▶ What to produce
Where a line in the records below includes "Start", pull that line out.

▶ Working data
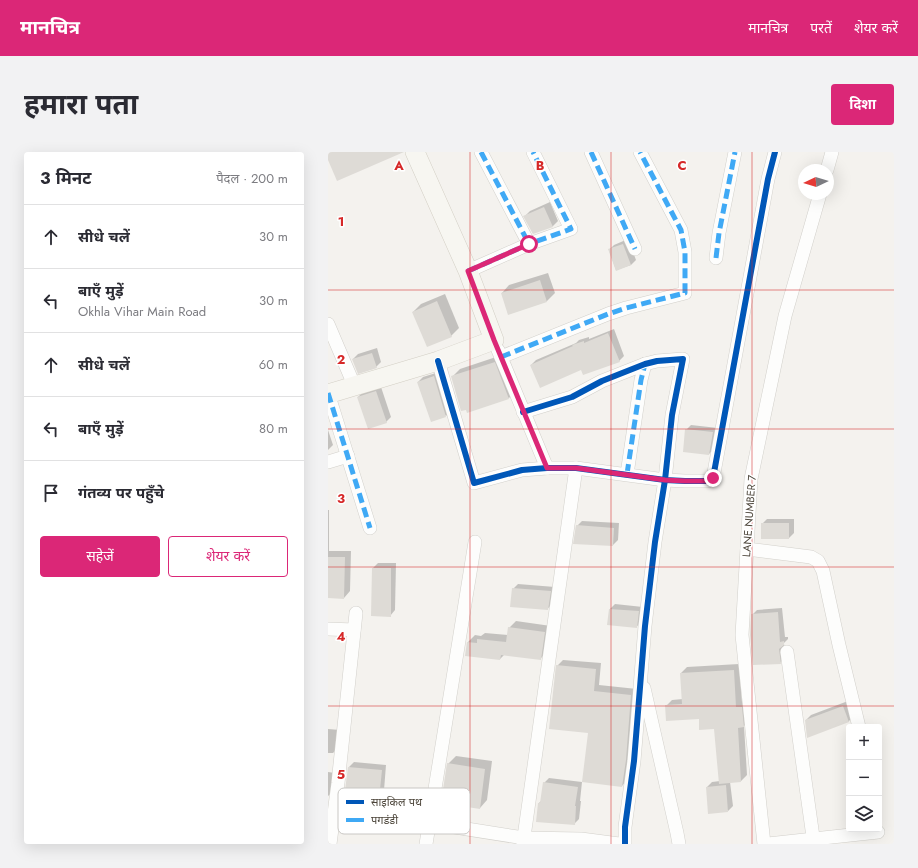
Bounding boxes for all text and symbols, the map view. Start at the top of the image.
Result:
--
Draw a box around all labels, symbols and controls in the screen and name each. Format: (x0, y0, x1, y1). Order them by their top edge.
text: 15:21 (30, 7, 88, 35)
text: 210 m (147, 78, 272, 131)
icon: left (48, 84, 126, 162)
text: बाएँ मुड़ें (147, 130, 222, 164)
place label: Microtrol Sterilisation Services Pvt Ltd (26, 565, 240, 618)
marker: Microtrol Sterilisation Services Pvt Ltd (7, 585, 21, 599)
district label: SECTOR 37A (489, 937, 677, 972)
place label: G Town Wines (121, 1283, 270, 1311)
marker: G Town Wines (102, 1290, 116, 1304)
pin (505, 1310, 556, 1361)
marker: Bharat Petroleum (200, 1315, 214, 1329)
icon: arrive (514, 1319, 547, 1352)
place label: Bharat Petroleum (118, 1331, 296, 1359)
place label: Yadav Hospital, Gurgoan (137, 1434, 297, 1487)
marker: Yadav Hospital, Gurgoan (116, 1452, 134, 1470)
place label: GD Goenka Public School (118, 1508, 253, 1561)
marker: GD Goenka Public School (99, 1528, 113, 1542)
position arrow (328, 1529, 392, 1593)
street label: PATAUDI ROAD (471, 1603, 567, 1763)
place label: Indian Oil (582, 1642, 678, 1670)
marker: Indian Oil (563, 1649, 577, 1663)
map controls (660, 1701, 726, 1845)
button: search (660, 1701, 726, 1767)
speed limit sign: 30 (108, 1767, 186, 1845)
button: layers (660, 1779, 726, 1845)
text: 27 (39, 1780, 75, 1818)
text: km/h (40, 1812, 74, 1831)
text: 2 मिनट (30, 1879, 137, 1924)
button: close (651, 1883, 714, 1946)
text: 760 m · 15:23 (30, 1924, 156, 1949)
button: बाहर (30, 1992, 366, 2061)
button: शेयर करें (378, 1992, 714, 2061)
...
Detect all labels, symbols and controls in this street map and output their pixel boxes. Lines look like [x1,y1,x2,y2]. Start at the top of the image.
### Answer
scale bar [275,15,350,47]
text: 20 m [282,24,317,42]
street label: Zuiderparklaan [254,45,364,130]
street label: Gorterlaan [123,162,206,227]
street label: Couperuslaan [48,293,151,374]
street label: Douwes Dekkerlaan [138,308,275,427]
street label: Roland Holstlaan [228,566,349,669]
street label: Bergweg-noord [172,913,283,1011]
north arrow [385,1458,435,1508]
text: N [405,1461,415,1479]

▶ Expected answer
Bounding boxes for all text and symbols, the map view. Start at the top of the image.
Detect all labels, symbols and controls in this street map and output their pixel boxes. Lines look like [x1,y1,x2,y2]. Start at the top of the image.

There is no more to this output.